Records drawn from a dataset:

******************************

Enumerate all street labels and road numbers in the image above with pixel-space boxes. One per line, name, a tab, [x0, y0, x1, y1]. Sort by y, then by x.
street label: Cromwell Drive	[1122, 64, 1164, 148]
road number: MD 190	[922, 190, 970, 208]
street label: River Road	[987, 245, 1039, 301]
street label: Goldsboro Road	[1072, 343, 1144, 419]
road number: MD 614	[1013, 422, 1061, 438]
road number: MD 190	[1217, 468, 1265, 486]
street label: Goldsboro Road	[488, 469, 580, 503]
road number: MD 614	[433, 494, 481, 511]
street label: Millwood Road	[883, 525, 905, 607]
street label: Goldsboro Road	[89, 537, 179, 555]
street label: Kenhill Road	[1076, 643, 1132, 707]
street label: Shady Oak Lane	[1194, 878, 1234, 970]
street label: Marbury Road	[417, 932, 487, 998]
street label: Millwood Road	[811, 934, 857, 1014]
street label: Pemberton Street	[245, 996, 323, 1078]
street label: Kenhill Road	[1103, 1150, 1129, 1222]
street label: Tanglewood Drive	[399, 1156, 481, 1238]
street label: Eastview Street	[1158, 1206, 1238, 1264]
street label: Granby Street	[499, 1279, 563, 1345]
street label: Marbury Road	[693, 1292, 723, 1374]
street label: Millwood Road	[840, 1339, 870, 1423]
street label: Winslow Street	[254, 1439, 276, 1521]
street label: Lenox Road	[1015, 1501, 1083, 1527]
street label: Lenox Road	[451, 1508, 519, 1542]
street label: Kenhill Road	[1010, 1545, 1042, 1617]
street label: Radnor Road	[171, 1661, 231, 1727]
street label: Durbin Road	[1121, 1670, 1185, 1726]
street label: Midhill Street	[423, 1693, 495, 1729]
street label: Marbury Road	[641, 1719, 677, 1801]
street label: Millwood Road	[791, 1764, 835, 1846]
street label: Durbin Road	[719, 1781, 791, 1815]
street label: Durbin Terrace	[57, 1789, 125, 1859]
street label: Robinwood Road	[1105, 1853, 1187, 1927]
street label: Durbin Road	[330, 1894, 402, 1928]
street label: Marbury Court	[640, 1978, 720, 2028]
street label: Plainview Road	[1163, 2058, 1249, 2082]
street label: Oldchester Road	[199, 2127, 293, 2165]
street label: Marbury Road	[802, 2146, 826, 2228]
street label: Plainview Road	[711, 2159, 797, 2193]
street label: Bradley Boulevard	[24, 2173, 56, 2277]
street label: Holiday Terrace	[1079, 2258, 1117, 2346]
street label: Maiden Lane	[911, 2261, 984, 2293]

******************************

Read through the lines above and collect those that contain the string "Lenox".

[Result of the task]:
street label: Lenox Road	[1015, 1501, 1083, 1527]
street label: Lenox Road	[451, 1508, 519, 1542]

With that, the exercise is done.